BRIEF :: Lines from the opening of the material through the line containing "0 2px,transparent 0" must be duplicated word for word. Pictures are not.

——

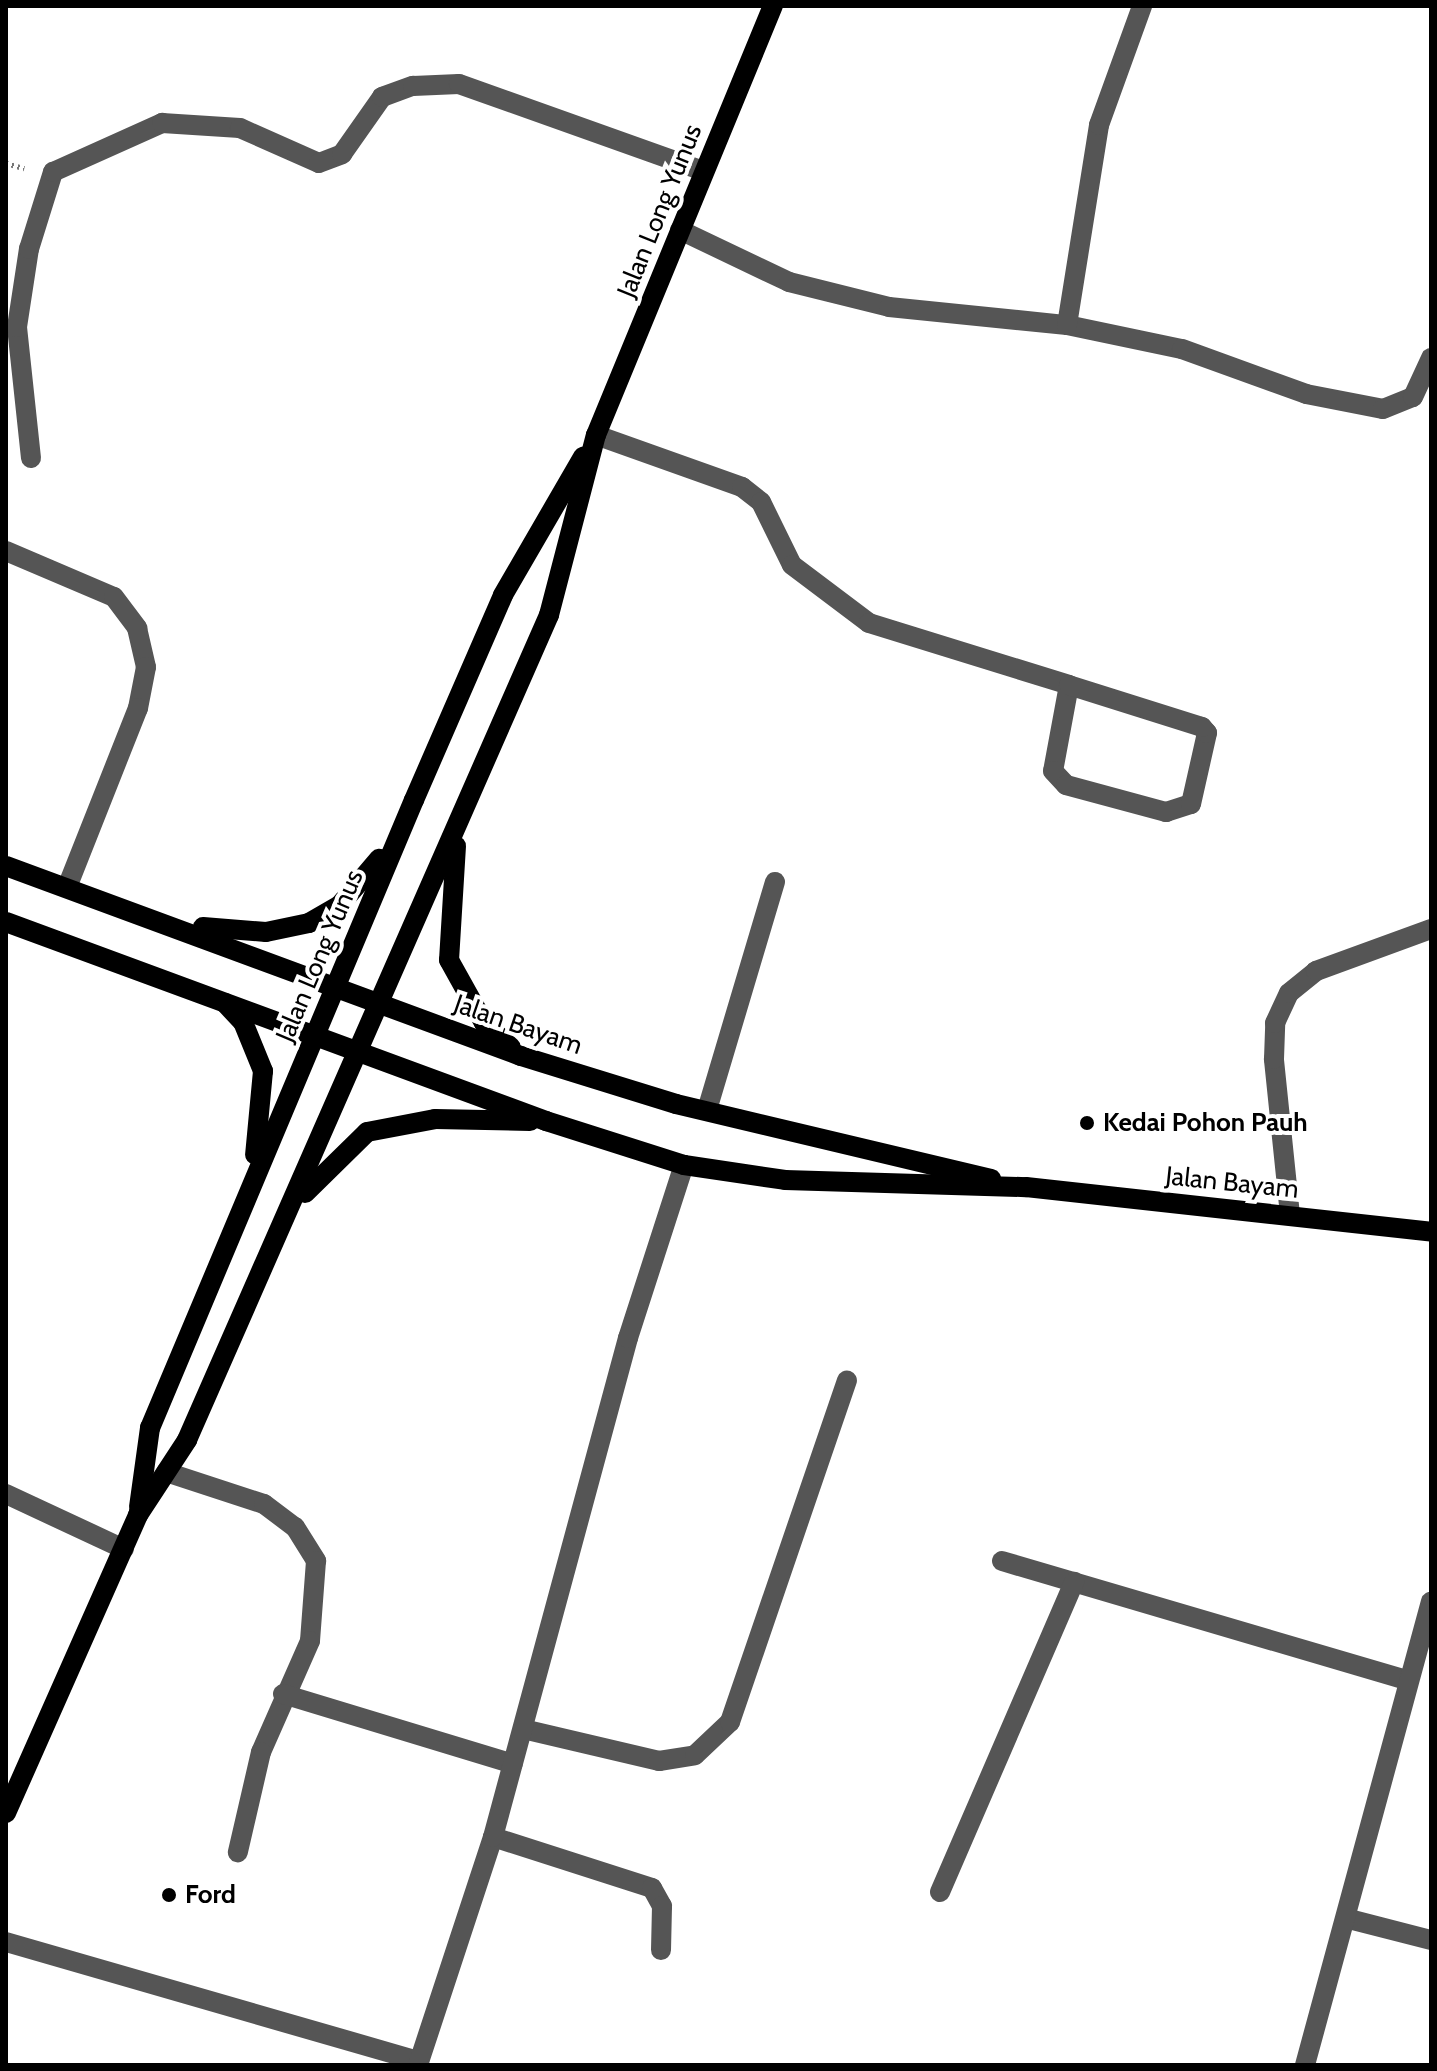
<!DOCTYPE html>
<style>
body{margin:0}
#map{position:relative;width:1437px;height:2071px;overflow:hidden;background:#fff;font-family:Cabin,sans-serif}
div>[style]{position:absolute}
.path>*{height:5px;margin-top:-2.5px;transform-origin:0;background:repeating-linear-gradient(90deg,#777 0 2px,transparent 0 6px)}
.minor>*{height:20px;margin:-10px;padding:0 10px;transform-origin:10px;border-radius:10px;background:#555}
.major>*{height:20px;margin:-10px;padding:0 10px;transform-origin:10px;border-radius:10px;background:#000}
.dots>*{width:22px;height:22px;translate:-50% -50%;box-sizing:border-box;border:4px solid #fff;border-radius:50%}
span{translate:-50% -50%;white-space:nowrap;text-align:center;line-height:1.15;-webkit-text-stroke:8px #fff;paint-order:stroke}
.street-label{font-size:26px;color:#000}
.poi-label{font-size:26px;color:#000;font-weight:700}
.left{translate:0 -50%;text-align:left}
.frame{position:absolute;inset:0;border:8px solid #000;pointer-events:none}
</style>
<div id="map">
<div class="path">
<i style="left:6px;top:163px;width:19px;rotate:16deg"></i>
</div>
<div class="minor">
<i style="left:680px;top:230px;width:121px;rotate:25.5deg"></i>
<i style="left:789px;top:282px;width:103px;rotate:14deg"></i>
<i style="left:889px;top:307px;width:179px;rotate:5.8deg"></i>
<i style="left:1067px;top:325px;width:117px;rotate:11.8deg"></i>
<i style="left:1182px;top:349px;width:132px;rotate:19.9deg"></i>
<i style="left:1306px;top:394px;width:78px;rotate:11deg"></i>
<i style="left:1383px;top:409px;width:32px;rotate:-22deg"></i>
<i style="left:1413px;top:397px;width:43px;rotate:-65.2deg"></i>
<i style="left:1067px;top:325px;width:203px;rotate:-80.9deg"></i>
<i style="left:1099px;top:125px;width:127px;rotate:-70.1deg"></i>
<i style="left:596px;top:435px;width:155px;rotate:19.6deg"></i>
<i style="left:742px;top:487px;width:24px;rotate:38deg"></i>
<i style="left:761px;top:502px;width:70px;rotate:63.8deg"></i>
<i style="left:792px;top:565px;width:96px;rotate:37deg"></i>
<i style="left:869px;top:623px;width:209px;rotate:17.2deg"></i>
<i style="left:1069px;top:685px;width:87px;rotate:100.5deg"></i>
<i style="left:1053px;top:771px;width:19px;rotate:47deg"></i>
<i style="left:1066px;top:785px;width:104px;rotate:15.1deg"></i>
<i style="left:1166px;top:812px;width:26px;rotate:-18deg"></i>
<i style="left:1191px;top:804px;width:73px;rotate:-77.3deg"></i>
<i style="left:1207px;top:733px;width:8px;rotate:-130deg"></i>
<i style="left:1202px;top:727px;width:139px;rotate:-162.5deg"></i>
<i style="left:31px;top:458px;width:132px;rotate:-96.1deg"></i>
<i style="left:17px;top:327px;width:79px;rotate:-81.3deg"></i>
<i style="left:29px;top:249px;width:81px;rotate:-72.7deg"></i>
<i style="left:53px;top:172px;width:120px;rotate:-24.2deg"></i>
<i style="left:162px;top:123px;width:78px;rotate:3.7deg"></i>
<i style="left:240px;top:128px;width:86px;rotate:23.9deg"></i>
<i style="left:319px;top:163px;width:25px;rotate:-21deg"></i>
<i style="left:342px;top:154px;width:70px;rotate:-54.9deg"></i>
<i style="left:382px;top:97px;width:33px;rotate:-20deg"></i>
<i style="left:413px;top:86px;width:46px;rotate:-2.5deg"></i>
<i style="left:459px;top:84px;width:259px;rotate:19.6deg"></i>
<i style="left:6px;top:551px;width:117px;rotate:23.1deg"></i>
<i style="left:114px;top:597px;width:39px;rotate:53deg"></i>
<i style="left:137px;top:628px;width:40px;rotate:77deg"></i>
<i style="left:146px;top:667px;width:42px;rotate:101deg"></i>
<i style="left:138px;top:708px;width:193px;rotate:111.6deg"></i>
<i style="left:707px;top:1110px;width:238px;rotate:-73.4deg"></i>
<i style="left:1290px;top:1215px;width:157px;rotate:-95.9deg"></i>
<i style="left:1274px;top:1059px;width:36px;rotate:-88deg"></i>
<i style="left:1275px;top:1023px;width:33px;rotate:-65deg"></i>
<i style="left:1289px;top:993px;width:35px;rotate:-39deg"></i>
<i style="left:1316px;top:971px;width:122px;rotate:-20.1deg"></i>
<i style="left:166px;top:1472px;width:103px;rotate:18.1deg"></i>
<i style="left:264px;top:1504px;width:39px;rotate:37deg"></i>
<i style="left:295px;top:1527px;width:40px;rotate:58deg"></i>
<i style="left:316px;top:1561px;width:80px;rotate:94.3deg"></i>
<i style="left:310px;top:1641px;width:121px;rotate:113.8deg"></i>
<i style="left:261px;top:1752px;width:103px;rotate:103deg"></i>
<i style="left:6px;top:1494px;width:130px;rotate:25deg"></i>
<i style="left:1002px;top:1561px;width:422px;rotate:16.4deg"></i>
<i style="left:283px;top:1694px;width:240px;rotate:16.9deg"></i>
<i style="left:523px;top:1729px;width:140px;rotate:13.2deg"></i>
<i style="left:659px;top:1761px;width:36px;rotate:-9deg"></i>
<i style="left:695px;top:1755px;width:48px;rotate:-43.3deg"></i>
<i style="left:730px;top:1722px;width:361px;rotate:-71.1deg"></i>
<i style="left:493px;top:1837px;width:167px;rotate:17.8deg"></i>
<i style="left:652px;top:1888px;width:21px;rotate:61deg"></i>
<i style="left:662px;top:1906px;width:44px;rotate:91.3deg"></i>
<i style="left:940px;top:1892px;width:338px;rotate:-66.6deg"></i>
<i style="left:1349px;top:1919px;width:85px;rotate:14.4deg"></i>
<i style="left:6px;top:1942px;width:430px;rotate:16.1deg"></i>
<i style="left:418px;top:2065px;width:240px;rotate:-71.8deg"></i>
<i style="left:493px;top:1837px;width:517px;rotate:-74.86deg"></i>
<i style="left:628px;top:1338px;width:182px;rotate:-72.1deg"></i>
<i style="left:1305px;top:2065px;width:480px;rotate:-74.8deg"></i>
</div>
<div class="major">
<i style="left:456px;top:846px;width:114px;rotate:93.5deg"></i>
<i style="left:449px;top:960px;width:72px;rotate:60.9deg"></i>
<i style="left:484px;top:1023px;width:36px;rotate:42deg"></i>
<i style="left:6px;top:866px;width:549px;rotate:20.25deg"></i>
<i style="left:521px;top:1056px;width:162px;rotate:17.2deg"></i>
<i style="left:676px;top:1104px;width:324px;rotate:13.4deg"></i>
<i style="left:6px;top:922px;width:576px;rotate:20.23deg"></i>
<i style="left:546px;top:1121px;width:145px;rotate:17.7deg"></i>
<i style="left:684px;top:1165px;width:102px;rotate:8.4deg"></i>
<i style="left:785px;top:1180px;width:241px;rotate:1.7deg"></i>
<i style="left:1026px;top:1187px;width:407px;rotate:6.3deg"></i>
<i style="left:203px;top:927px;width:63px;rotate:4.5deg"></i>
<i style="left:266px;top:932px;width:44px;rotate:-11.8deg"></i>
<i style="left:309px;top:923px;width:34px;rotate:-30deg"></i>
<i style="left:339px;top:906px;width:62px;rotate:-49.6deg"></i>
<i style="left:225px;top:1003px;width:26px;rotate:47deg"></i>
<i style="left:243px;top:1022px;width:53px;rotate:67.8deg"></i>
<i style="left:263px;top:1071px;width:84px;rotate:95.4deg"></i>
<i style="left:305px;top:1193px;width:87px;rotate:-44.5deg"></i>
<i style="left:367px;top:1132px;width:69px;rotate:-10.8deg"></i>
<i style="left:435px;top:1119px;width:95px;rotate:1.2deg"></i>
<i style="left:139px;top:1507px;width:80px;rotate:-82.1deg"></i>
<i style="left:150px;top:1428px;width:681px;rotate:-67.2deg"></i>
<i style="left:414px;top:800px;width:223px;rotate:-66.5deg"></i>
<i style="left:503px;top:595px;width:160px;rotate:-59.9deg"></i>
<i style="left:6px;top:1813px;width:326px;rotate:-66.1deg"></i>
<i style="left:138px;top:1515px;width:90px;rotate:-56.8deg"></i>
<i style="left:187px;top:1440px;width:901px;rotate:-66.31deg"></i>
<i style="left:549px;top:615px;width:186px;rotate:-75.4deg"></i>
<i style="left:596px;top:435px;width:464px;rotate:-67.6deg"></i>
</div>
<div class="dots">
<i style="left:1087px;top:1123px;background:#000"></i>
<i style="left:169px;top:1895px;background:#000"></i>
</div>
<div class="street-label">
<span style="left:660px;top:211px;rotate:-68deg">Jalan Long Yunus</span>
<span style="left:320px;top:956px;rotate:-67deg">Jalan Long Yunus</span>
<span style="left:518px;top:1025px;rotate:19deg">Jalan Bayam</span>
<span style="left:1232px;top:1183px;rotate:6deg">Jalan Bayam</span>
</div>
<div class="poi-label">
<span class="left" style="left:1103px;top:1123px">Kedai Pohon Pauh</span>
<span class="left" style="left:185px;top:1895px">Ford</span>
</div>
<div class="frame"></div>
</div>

——

ANSWER ::
<!DOCTYPE html>
<style>
body{margin:0}
#map{position:relative;width:1437px;height:2071px;overflow:hidden;background:#fff;font-family:Cabin,sans-serif}
div>[style]{position:absolute}
.path>*{height:5px;margin-top:-2.5px;transform-origin:0;background:repeating-linear-gradient(90deg,#777 0 2px,transparent 0 6px)}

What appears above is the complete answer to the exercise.